Sensus Healthcare (NSDQ:SRTS), narrowly beat analysts’ earnings expectations for the second quarter but missed the consensus sales forecast, sending share prices down today.
Boca Raton, Fla.-based Sensus posted net losses of -$540,651, or -4¢ per share, on sales of $6.1 million for the three months ended June 30, cutting its losses by -29.2% on sales growth of 21.9% compared with Q2 2017.
Analysts on Wall Street predicted losses per share of -5¢ on sales of $6.6 million.

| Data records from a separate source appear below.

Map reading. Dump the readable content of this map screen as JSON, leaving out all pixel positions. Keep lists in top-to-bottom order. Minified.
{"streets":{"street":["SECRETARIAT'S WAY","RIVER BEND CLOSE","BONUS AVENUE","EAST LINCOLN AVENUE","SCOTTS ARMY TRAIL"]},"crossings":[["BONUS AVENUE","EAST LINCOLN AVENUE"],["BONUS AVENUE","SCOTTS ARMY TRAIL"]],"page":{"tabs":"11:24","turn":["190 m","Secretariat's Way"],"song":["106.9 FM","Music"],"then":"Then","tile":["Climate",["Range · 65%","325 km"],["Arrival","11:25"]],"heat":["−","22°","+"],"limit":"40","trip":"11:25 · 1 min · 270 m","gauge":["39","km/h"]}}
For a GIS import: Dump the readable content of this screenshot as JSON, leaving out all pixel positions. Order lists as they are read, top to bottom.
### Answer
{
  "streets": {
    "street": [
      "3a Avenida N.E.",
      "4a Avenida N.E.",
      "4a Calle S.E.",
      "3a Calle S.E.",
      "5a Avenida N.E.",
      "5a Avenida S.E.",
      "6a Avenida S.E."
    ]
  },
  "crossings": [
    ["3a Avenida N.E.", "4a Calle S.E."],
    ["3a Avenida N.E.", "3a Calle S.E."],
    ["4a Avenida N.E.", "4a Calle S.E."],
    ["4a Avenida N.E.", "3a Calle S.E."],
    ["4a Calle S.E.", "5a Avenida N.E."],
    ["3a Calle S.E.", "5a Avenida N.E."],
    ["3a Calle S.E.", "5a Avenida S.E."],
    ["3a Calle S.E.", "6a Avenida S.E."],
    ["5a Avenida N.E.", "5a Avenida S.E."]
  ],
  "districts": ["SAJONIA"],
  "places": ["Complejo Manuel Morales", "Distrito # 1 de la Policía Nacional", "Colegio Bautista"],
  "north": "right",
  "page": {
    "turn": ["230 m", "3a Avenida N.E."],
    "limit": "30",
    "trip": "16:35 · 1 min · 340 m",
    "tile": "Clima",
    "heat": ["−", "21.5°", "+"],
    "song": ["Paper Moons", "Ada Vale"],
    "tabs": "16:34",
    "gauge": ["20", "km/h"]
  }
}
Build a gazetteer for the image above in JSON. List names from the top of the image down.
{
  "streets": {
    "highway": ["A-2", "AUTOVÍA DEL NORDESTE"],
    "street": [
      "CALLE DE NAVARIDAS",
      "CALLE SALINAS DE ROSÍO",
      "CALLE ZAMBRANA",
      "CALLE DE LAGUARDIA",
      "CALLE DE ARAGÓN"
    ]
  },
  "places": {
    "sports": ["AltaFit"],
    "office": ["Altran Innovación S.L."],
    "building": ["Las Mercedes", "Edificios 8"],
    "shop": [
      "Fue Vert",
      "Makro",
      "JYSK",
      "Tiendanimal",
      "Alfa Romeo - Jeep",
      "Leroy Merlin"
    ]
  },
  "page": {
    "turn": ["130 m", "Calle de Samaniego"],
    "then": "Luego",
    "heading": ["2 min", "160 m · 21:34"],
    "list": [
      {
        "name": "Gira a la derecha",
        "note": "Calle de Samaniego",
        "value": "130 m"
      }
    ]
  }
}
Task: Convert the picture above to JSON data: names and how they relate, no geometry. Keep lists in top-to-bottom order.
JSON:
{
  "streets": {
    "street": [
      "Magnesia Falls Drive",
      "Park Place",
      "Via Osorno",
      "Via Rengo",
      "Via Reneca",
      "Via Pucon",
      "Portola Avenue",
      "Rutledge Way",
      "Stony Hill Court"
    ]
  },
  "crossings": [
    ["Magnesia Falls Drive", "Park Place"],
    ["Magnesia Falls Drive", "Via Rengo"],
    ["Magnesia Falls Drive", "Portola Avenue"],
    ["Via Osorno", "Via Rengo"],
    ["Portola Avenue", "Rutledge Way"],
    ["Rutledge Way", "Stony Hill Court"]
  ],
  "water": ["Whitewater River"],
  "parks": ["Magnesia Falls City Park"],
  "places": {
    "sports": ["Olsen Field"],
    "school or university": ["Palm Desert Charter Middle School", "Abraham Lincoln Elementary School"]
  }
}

“During the second quarter we continued to execute very well on our business plan, once again posting double-digit year-over-year revenue growth, expanding our distribution network and making further investments in research and development, including for intraoperative radiation therapy development as well as our laser business,” chairman & CEO Joe Sardano said in prepared remarks. “The use of image-guided superficial radiation is receiving increased attention from key opinion leaders and I am very pleased with our efforts to highlight the non-invasive and efficacious attributes of SRT systems, in particular, the SRT-100 Vision, and note that we now have several multi-center dermatology practices among our customers.”
The company is seeking FDA clearance of its IORT system for breast and other cancers and hopes to launch it by the end of this year or early 2019.
SRTS shares were down -1.6% to $7.35 apiece today in mid-morning trading.
Yesterday the company said it won 510(k) clearance from the FDA for its next-generation superficial radiation therapy device, SRT-100+.